You can think of it as buying yourself more free time to do things other that dealing with computers. One of the things in the union contract is literally the ability to buy yourself another month of vacation in addition to those twenty something days you get by default.

It makes even more sense if you take having children into account. I want to play dark souls with my son more than I want to deal with some css, form validation or api integration bullshit. Once he grows up, I will never have this moment back.

whstl

I have been part of quite successful unions in Germany and Latin America.
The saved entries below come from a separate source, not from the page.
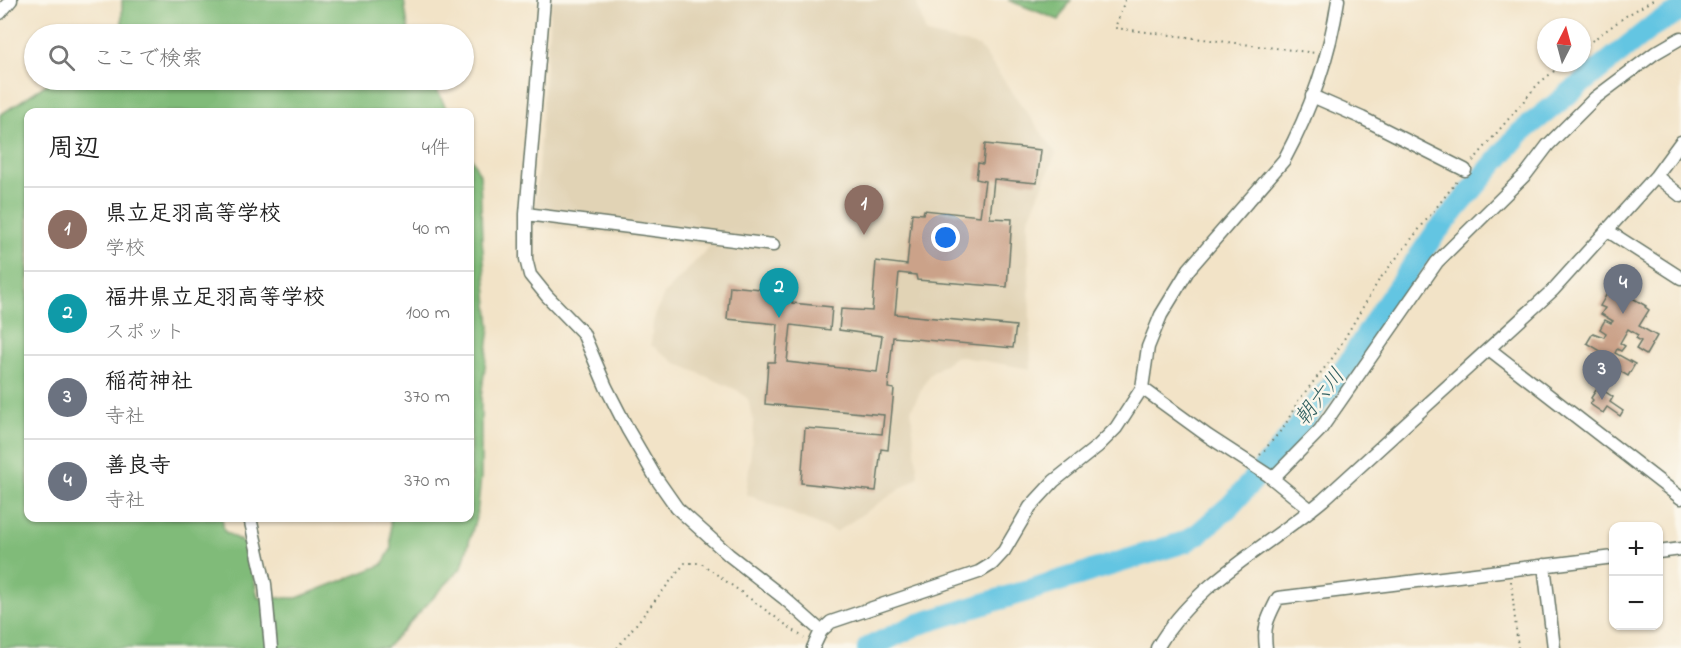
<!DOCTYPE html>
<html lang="ja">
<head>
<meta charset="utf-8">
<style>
  body { margin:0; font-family:"Indie Flower","Klee One",sans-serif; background:#f6f6f6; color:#222 }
  .controls { position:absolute; right:18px; bottom:18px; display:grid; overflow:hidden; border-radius:12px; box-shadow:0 2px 4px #0004 }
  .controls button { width:54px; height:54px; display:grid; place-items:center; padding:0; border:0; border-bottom:2px solid #e0e0e0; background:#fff; color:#222; font:30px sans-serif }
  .compass { position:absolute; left:1537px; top:18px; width:54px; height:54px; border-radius:50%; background:#fff; box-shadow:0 2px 4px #0004; rotate:6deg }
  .you { position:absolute; left:946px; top:238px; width:21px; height:21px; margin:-15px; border:4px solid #fff; border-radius:50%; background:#1a73e8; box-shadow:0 0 0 9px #1a73e833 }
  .badge { display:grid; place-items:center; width:39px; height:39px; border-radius:50%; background:#d1495b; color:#fff; font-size:20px; font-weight:700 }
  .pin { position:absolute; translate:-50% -50px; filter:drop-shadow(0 2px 3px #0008) }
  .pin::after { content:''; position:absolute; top:32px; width:21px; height:18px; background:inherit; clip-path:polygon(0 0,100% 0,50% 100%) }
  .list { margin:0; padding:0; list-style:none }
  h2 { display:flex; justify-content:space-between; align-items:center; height:78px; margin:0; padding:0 24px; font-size:26px }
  h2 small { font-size:20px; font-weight:400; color:#767676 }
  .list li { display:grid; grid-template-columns:39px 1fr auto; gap:18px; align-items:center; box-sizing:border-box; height:84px; padding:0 24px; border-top:2px solid #e0e0e0 }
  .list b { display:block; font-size:22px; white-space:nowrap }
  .list p { margin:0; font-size:20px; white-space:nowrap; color:#767676 }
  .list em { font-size:20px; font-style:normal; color:#767676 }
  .icon { flex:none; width:33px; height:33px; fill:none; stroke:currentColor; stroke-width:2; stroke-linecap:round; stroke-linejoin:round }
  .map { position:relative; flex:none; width:1681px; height:648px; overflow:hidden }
  .search { position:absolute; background:#fff; box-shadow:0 2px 4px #0004; left:24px; top:24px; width:450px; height:66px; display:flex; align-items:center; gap:15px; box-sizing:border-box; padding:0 21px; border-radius:33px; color:#767676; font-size:22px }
  .panel { position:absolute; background:#fff; box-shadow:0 2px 4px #0004; left:24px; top:108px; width:450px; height:414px; border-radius:12px }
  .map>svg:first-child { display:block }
</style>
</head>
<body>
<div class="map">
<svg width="1681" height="648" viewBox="0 0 1681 648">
  <rect width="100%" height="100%" fill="#fbf7ec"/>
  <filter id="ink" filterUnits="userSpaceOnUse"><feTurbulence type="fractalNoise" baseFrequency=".0167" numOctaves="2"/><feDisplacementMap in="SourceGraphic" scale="12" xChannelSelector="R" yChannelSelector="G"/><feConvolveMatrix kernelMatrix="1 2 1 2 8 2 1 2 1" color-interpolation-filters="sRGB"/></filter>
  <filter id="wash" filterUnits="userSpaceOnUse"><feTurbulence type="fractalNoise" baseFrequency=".008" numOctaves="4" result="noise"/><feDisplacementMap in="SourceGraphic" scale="24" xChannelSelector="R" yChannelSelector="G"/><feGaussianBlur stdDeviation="1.35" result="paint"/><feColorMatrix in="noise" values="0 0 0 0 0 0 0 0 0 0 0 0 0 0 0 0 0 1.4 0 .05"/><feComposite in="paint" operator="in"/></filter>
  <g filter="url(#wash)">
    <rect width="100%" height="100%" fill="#f2e3c7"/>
    <path fill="#e1d3b5" d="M551 0H916L926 34 979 46 1056 153 1028 221 1031 369 956 356 929 375 911 410 918 477 836 532 746 494 754 425 748 399 737 390 676 363 651 345 653 321 664 294 710 246 537 226 535 207Z"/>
    <path fill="#80bb79" stroke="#507c56" stroke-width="1.5" d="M122 0H404L409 34H113L122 24Z
      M1008 0H1071L1059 20Z
      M53 80H432L448 112H28V518H222L224 531 247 545 258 598H297L382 565 391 549 390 518H470V155L480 175 482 240 490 327 481 398V477L477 514 462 567 386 648H0V115Z"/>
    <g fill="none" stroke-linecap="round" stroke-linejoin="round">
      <path stroke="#64c5e2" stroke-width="22" d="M868 648 916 625 1185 542 1199 533 1231 505 1277 453 1346 367 1378 316 1434 235 1520 133 1654 25 1681 11"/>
    </g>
    <g id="blocks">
      <path fill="#cba289" d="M985 144 1041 150 1037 183 994 179 990 218 1012 219 1007 287 917 280 916 275 899 273 895 314 1016 326 1013 348 893 337 888 388 894 389 888 450 881 449 876 491 801 483 805 428 882 434 884 415 765 404 768 362H775L778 324 727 319 730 286 793 292 792 303 832 307 830 330 791 325 787 362 877 372 882 336 839 330 841 309 872 311 876 261 907 265 912 213 923 214 924 210 980 216 985 181 976 179 978 163 983 164Z
        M1617 289 1646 306 1645 307 1649 310 1639 326 1657 336 1646 355 1636 349 1641 341 1636 338 1638 335 1628 329 1620 343 1625 346 1621 351 1617 349 1615 353 1635 364 1628 376 1613 367 1614 365 1606 360 1609 356 1587 343 1593 333 1604 337 1606 333 1600 329 1605 320 1611 323 1613 321 1601 314 1605 308 1600 306 1608 292 1613 295Z
        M1601 389 1613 397 1610 402 1623 411 1620 416 1607 407 1603 413 1590 404 1593 400 1591 398 1596 390 1599 392Z"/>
    </g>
  </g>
  <g filter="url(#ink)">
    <use href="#blocks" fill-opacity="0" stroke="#697767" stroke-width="1.5"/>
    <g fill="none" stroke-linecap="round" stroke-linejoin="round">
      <defs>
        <path id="street" d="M544 0 526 214V259L530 275 547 296 583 333 606 387 628 430 656 478 677 508 729 555 784 598 821 631
          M0 13 11 0
          M1312 96 1362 118 1465 170
          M1656 176 1681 196
          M526 214 773 245
          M1608 231 1681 278
          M1489 349 1681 498
          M1142 388 1208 436 1268 475 1311 510
          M1273 478 1320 430 1437 262 1526 174 1548 145 1595 98 1655 53 1681 38
          M250 518 265 584 271 648
          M1658 552 1681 549
          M1544 565 1554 648
          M813 648 821 631 831 622 979 572 992 564 1004 551 1030 507 1054 481 1098 446 1116 428 1142 388 1148 347 1161 315 1189 269 1284 160C1310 112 1330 55 1338 0
          M1157 648C1194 583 1267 547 1323 500L1553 290 1656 176 1681 142
          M1266 648C1263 625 1268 618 1278 598L1614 557"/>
      </defs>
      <use href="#street" stroke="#697767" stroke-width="15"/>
      <path stroke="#697767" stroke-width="2" stroke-dasharray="1.5 4.5" stroke-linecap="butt" d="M1125 0 1115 28 1315 53
        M1582 48 1626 16 1653 0
        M1473 161 1538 84 1564 63
        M1260 455 1284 427 1298 401 1334 356 1379 280 1458 180
        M1511 581 1518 648
        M617 648 685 563H701L804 638"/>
      <use href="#street" stroke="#fff" stroke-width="12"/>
    </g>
  </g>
  <g text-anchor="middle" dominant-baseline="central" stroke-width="5" stroke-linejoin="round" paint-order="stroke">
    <g font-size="22" font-style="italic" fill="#305f60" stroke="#fbf7ec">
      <text transform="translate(1321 398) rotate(-52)">朝六川</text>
    </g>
  </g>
</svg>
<div class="controls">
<button>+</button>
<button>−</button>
</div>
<svg class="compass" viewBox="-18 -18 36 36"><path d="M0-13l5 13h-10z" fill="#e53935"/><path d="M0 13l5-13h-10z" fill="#767676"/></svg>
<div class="you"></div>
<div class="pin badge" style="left:864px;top:235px;background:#8d6e63">1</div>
<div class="pin badge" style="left:779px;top:318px;background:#0f9aa8">2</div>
<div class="pin badge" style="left:1602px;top:400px;background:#6b7280">3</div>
<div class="pin badge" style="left:1623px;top:314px;background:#6b7280">4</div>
<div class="search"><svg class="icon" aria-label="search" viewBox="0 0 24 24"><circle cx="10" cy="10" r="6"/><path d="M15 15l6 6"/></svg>ここで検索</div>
<section class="panel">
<h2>周辺<small>4件</small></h2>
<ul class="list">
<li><span class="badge" style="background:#8d6e63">1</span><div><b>県立足羽高等学校</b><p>学校</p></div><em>40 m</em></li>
<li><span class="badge" style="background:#0f9aa8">2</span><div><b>福井県立足羽高等学校</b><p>スポット</p></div><em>100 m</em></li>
<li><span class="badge" style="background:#6b7280">3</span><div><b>稲荷神社</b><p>寺社</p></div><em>370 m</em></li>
<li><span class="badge" style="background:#6b7280">4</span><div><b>善良寺</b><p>寺社</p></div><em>370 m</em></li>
</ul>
</section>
</div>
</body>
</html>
Even participated on a strike once.

stygiansonic

The article mentions this union, not sure if it meets your definition of success: https://www.alphabetworkersunion.org/our-wins

shagie

Elseforum, I've debated this. I consider it to be more of an inside company lobbying group than a union. In particular, they have no ability to collectively bargain for a contract. None of their wins are things that have been able to be put into a contract.

Furthermore, some of the issues they've brought up have been things that are... not contractural and rather political. For example https://www.alphabetworkersunion.org/press/ceasefire-demand ... while it is ok for an organization to have opinions, things that are not about the contract that the worker has with the company gets into... well... political issues and that can hinder the ability for the group to get a majority representation and be able to do the things with contracts.

dubrocks

All that union managed to do is get various Google contractors fired for unionizing.